Source data =
****

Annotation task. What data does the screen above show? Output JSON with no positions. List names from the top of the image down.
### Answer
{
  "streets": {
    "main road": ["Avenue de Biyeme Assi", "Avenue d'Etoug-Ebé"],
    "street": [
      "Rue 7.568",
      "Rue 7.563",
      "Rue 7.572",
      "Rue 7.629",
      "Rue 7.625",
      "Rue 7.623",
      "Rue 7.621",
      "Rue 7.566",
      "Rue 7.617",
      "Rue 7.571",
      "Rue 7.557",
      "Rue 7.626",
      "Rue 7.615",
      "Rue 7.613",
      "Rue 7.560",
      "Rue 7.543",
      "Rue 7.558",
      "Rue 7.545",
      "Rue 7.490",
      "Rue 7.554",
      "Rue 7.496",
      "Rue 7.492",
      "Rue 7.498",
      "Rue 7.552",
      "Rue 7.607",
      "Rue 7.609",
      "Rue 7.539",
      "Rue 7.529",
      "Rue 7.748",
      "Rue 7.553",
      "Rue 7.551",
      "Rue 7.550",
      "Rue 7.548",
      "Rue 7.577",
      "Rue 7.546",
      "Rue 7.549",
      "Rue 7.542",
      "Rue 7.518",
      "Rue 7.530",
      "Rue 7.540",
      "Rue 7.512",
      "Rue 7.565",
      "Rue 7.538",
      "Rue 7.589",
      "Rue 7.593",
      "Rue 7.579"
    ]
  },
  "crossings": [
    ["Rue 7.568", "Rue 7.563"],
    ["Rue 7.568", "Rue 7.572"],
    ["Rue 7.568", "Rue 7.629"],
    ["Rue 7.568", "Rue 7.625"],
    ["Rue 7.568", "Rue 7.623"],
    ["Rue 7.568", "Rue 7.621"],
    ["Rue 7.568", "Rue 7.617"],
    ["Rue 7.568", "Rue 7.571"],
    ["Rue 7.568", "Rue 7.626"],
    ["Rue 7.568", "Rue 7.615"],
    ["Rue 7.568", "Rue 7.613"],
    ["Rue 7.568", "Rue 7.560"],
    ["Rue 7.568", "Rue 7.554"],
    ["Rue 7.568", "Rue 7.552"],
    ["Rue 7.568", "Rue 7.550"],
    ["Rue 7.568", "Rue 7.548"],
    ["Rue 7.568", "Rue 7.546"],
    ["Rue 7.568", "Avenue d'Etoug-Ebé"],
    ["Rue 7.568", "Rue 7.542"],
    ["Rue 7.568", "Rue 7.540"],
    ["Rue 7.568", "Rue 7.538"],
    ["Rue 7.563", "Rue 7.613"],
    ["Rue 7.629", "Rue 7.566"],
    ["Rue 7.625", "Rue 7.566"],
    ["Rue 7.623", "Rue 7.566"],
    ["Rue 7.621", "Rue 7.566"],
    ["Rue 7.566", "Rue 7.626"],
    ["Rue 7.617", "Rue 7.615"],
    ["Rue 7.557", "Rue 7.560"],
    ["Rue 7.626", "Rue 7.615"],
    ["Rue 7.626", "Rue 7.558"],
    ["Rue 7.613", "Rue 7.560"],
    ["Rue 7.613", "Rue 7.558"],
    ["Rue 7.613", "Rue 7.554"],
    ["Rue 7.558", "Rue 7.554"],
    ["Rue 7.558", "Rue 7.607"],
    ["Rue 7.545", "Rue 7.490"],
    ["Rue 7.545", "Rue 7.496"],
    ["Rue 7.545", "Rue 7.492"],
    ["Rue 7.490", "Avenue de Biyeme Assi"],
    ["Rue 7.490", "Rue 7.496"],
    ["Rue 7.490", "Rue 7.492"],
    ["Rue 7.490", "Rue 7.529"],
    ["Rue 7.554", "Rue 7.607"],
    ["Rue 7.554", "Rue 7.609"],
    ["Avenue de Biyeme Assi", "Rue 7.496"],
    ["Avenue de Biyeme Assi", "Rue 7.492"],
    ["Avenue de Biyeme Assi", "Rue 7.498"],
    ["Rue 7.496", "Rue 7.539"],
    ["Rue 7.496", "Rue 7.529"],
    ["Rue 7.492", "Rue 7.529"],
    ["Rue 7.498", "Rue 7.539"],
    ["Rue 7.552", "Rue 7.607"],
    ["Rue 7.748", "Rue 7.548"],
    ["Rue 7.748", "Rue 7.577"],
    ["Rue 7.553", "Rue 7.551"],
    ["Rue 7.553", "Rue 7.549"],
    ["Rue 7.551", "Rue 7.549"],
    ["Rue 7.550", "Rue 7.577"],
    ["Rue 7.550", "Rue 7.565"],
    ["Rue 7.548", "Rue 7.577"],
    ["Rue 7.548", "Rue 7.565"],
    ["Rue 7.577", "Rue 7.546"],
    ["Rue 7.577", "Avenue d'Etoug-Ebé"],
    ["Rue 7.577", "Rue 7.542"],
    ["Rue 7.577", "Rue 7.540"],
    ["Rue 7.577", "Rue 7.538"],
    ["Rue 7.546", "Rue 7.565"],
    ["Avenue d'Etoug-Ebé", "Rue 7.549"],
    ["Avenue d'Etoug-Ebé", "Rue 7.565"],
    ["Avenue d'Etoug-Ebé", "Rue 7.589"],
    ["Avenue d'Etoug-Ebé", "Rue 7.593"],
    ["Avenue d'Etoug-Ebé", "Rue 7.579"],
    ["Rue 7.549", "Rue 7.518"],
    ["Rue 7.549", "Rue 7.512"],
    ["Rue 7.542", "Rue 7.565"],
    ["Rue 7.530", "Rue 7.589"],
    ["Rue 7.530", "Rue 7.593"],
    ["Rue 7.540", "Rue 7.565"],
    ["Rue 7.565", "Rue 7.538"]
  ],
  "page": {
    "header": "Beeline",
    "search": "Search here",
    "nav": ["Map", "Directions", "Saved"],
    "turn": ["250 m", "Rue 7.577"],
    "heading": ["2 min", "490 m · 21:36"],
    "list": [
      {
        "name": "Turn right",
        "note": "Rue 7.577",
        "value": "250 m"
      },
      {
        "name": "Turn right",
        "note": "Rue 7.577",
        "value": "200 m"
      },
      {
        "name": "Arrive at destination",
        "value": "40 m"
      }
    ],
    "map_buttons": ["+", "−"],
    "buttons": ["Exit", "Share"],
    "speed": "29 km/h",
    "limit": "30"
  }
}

****

Instructions for the task = Lines holding the string "Etoug" in the records above must be counted; give the number alone.

Problem solution = 8